How to complete this task >>
Below are the records; collect from them each line containing the string "height".

(Data extracts Opens)

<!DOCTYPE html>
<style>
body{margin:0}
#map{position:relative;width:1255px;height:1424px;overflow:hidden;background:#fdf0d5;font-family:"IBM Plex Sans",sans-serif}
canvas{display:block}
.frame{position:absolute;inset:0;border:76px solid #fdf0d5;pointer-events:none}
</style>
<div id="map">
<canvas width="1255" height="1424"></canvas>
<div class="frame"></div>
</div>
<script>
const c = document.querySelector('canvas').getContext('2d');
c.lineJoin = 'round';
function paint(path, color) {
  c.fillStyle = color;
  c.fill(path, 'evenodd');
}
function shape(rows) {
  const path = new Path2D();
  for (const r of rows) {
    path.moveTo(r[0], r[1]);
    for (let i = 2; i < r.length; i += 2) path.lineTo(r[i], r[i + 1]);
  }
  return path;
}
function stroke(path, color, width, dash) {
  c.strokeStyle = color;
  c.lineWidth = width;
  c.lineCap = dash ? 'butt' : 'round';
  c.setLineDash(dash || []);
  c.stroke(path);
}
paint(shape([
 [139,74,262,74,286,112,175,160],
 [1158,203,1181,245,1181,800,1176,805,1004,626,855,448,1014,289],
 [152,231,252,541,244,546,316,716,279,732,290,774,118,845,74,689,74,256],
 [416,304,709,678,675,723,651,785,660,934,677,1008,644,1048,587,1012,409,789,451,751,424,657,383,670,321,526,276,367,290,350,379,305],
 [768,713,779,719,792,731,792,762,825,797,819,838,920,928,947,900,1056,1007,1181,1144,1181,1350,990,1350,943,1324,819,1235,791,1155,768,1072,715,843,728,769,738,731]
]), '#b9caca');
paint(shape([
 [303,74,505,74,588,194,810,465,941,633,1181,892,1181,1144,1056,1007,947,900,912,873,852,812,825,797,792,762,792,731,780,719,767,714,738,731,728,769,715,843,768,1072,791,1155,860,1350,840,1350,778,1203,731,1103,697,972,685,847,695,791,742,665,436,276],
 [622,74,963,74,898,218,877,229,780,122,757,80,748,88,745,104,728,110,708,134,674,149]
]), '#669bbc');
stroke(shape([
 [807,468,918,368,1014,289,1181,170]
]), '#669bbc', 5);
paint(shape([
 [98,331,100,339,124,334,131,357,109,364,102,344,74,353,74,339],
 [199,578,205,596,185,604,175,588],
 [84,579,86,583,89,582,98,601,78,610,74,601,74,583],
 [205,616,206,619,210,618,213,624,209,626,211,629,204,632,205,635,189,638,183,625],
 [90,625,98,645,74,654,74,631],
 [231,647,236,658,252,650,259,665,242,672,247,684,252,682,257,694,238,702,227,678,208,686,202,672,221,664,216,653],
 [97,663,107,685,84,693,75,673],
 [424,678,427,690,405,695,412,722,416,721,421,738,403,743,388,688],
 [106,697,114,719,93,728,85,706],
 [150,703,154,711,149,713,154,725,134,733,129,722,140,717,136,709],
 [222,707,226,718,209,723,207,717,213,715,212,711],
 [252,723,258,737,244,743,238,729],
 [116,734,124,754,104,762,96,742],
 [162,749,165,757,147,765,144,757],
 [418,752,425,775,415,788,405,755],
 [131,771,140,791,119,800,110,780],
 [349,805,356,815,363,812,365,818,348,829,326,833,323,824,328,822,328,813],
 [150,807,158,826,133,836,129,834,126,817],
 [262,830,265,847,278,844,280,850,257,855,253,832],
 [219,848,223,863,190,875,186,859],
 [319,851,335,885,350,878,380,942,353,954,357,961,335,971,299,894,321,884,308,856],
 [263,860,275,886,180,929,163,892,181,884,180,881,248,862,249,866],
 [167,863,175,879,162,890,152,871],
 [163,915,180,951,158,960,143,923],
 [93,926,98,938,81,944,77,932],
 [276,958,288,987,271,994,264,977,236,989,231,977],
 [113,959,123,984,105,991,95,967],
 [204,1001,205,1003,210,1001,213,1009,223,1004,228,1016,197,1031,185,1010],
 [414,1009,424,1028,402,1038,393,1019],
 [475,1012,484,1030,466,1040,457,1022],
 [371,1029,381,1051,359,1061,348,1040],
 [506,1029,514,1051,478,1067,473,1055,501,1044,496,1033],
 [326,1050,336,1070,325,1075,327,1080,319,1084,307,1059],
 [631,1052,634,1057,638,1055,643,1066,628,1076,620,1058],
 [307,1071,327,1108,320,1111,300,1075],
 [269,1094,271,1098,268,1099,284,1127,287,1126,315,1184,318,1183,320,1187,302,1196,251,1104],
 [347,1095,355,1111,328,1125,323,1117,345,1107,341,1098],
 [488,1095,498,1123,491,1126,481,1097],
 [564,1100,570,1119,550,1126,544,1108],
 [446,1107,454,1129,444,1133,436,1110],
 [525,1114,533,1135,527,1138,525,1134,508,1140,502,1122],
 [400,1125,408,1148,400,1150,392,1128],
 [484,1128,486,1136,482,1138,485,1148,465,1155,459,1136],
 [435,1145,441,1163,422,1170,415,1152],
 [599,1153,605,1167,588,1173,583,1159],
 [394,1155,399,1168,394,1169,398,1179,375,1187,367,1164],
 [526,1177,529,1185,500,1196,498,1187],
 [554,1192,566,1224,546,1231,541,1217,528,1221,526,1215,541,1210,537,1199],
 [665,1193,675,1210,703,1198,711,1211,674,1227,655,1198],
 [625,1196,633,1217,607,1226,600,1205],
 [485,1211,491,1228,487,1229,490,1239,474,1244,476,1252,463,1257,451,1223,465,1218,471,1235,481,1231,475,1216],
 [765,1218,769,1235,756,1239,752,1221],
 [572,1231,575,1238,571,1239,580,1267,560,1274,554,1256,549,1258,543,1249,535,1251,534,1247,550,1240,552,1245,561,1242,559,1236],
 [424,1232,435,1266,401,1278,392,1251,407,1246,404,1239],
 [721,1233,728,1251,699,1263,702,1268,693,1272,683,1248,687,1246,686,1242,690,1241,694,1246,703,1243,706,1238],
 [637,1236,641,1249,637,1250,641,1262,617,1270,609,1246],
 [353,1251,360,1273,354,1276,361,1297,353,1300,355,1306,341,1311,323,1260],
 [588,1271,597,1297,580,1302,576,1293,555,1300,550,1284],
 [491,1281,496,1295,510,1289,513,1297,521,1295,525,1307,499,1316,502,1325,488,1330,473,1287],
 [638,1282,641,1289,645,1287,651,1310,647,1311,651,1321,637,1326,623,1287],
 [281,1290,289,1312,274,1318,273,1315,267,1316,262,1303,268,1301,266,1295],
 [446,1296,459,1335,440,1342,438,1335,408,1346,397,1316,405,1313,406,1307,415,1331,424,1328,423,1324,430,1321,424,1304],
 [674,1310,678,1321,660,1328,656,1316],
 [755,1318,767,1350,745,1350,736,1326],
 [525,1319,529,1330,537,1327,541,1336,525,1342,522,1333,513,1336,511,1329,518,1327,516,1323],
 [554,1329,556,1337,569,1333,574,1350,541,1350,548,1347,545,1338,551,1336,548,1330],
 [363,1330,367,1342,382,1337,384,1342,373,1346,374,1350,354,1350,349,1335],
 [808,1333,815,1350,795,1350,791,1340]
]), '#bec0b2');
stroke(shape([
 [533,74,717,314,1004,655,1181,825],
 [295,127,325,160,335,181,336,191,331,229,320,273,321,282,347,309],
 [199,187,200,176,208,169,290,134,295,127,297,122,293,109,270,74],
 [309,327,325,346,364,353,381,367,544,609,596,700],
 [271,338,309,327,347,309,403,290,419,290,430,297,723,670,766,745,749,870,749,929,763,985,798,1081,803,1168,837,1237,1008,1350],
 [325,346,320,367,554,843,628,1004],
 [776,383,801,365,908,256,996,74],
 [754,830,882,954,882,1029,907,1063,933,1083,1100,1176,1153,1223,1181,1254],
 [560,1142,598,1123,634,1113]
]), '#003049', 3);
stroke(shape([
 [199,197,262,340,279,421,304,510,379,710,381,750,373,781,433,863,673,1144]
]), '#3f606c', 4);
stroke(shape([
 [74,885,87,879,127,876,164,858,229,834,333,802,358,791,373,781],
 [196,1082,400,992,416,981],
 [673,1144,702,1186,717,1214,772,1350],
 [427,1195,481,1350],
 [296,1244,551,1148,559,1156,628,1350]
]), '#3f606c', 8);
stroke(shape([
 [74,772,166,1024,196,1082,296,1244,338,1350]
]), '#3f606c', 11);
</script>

(Data extracts Closes)

Reply >>
#map{position:relative;width:1255px;height:1424px;overflow:hidden;background:#fdf0d5;font-family:"IBM Plex Sans",sans-serif}
<canvas width="1255" height="1424"></canvas>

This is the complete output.